Soundgen also has a dedicated function for calculating the loudness and plotting the output, getLoudness(). Loudness values are overlaid on the spectrogram - observe how the loudness peaks as f0 reaches about 2-3 kHz and then drops. The absolute values in sone are only an approximation, since they are dictated by the playback device (e.g. your headphones), but the change of loudness within one sound, or across different sounds analyzed with the same settings, is informative.

l = getLoudness(sweep, samplingRate = samplingRate)

Pitch tracking

If you look at the source code of soundgen::analyze() and embedded functions, you will see that almost all of this code deals with a single acoustic characteristic: fundamental frequency (f0) or its perceptual equivalent, pitch. That's because pitch is both highly salient to listeners and notoriously difficult to measure accurately. The approach followed by soundgen's pitch tracker is to use several different estimates of f0, each of which is better suited to certain types of sounds. You can use any pitch tracker individually, but their output is also automatically integrated and postprocessed so as to generate the best overall estimate of frame-by-frame pitch. Autocorrelation is needed to calculate the harmonics-to-noise ratio (HNR) of an STFT frame, and then this information is used to adjust the expectations of the cepstral and spectral algorithms. In particular, if autocorrelation suggests that the pitch is high, confidence in cepstral estimates is attenuated; and if autocorrelation suggests that HNR is low, thresholds for spectral peak detection are raised, making spectral pitch estimates more conservative.
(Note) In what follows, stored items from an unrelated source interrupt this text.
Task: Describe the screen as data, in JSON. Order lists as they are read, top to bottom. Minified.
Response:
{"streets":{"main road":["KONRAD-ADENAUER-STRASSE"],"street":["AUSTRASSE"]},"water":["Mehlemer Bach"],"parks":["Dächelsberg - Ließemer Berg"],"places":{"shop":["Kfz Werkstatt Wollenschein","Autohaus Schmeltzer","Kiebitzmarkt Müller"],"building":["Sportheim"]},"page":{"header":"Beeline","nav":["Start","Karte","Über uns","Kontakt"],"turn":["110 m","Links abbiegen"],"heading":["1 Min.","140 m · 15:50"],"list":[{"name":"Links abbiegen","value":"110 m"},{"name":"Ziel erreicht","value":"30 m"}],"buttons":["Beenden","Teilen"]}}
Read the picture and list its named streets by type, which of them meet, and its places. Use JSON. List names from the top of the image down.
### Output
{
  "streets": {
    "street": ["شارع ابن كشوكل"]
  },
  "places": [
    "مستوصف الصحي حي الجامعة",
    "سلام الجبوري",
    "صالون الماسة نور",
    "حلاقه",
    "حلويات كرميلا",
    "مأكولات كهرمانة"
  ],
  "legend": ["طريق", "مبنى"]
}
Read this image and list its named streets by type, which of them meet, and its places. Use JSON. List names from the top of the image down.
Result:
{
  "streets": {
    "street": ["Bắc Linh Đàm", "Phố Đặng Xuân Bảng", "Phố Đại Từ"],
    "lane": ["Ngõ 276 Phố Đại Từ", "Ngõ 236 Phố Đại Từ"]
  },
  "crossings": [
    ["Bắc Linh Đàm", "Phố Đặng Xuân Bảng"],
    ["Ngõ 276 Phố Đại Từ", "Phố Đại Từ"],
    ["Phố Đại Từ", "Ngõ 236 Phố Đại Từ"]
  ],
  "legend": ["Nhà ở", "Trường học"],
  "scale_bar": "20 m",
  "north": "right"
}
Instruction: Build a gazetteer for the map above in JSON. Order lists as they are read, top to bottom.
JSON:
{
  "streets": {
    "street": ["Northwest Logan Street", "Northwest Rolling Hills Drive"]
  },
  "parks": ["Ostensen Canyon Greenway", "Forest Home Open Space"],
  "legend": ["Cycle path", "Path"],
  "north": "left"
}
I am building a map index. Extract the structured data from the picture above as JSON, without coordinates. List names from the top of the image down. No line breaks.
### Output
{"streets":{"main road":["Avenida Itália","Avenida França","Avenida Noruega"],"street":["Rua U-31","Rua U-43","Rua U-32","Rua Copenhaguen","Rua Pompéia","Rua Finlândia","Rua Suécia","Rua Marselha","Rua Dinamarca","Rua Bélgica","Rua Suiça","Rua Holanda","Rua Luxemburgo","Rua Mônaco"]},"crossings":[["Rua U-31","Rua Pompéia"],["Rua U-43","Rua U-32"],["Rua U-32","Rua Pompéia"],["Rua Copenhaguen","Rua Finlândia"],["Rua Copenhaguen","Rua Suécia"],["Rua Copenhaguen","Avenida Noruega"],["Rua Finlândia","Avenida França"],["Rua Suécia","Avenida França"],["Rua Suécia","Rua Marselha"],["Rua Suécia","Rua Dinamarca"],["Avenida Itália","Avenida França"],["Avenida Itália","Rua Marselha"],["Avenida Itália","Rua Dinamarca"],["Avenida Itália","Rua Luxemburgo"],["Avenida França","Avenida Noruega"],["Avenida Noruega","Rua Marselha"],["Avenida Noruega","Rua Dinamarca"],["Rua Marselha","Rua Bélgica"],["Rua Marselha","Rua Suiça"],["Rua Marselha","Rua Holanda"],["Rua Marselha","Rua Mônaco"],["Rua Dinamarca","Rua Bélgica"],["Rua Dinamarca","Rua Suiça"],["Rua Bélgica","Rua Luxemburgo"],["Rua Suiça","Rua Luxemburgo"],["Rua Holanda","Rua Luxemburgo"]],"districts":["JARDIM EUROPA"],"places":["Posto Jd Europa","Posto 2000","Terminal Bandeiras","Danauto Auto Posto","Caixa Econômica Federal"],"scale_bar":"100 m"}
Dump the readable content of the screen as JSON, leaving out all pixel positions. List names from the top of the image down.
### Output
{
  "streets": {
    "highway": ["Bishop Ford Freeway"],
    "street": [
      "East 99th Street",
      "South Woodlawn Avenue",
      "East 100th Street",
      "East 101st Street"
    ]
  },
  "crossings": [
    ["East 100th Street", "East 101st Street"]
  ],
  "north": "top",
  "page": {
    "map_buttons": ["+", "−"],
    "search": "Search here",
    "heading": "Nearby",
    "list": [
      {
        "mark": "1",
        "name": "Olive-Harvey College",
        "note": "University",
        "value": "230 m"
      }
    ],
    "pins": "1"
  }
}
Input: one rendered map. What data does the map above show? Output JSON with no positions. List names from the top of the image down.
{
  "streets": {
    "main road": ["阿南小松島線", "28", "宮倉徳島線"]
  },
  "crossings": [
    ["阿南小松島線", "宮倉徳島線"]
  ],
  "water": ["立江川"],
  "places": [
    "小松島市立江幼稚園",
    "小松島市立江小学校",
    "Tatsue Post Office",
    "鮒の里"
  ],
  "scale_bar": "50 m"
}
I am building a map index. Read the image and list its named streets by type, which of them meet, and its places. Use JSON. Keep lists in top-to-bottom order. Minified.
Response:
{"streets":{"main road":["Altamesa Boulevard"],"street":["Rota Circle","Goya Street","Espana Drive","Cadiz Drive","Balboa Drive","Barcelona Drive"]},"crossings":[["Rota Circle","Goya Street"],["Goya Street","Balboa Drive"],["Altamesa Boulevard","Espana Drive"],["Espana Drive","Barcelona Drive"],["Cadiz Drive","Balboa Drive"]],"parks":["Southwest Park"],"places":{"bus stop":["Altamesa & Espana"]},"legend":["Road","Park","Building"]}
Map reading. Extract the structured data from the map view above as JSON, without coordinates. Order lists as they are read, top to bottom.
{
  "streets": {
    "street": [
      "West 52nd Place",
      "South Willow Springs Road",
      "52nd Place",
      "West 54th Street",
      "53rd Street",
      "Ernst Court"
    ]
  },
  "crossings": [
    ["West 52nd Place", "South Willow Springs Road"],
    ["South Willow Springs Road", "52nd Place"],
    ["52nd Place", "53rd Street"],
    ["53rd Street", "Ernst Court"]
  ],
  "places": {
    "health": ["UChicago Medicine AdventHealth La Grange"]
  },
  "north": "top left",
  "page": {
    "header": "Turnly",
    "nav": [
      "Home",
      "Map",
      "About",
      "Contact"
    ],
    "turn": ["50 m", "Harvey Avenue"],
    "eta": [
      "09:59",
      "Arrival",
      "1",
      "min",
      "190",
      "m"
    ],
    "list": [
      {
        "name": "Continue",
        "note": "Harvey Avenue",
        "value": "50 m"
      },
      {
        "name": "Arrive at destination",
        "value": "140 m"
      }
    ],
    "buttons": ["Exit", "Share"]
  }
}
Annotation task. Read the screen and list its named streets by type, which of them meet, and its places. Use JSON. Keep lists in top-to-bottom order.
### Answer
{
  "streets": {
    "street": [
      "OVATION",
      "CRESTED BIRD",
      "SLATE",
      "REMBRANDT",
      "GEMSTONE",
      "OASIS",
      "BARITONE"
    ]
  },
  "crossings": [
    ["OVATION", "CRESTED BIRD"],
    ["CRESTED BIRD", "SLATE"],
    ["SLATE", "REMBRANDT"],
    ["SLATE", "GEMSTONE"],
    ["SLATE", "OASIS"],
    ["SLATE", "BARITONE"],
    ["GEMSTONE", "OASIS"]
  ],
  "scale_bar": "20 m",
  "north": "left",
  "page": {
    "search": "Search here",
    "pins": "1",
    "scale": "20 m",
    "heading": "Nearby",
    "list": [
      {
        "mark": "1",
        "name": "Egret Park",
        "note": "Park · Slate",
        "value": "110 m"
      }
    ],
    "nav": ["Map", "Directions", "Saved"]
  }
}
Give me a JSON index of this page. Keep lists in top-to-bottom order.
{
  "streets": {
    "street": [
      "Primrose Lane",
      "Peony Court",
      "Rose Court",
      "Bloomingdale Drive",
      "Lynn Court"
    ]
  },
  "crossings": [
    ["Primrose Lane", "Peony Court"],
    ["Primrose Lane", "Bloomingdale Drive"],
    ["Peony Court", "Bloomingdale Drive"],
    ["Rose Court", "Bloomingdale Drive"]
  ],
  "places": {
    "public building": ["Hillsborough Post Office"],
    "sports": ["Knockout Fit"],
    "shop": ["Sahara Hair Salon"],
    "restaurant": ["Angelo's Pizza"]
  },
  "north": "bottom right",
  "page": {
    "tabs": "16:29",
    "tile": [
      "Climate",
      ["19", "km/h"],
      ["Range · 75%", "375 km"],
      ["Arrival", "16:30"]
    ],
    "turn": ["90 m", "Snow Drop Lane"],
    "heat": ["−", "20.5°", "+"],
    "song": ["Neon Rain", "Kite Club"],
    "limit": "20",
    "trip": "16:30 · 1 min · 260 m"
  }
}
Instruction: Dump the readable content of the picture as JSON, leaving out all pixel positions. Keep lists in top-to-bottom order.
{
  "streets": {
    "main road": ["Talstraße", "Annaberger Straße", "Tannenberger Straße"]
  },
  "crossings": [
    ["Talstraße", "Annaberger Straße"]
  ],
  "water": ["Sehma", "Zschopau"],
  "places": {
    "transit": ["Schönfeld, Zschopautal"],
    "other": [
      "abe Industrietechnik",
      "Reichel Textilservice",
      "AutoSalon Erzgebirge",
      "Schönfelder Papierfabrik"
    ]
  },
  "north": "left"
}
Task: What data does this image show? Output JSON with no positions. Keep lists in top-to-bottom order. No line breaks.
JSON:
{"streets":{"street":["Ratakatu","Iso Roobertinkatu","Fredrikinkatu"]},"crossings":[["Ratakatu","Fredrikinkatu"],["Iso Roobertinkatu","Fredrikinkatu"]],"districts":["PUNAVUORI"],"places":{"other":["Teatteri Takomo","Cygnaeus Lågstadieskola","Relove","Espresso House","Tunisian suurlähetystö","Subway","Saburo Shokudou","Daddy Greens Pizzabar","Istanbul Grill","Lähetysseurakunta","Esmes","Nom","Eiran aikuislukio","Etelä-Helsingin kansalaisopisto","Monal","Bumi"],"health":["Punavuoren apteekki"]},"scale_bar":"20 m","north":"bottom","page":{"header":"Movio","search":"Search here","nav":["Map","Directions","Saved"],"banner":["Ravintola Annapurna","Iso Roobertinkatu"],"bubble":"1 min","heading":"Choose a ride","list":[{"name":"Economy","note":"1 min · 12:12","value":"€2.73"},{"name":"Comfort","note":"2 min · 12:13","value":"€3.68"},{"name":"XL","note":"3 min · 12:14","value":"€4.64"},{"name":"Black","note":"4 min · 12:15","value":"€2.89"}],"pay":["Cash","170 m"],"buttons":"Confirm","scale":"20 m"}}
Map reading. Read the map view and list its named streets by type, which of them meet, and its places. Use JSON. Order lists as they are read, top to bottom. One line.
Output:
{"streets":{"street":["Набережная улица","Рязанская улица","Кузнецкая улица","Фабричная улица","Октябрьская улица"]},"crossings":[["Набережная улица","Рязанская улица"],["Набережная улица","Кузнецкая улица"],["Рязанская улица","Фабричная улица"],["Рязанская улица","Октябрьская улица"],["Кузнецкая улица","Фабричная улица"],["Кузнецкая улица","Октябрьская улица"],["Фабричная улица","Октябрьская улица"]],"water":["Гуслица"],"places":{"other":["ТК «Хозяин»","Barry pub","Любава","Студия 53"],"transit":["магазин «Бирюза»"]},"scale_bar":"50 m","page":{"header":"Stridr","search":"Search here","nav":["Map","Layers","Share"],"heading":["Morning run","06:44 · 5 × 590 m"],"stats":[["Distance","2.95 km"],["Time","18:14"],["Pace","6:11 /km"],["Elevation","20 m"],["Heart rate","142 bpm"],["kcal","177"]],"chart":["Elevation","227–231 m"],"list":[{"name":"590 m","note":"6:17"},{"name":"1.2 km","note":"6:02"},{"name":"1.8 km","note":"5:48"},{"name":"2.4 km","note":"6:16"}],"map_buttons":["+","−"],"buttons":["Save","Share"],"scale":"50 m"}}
The plot below shows a spectrogram of the sound with overlaid pitch candidates generated by five different methods (listed in pitchMethods), with a very vague prior - that is, with no specific expectations regarding the true range of pitch values. The size of each point shows the certainty of estimation: smaller points are calculated with lower certainty and have less weight when all candidates are integrated into the final pitch contour (blue line).

a = analyze(s1, samplingRate = 16000, priorSD = 24, 
            pitchMethods = c('autocor', 'cep', 'dom', 'spec', 'hps'),
            plot = TRUE, ylim = c(0, 4))

Different pitch tracking methods have their own pros and cons. Cepstrum is helpful for speech but pretty useless for high-frequency whistles or screams, harmonic product spectrum (hps) is easily misled by subharmonics (as in this example), lowest dominant frequency band (dom) can't handle low-frequency wind noise, etc. The default is to use "dom" and "autocor" as the most generally applicable, but you can experiment with all methods and check which ones perform best with the specific type of audio that you are analyzing. Each method can also be fine-tuned (see below), but first it is worth considering the general pitch-related settings.

General settings

analyze has a few arguments that affect all methods of pitch tracking:

par(mfrow = c(1, 2))
# default prior in soundgen
getPrior(priorMean = 300, priorSD = 6)
# narrow peak at 2 kHz
getPrior(priorMean = 2000, priorSD = 1)
par(mfrow = c(1, 1))

TIP The final pitch contour can still pass through low-certainty candidates, so the prior is a soft alternative (or addition) to the inflexible bounds of pitchFloor and pitchCeiling But the prior has a major impact on pitch tracking, so it is by default shown in every plot

Pitch tracking methods

Having looked at the general settings, it is time to consider the theoretical principles behind each pitch tracking method, together with arguments to analyze that can be used to tweak each one.


Time domain: pitch by autocorrelation, PRAAT, pitchAutocor.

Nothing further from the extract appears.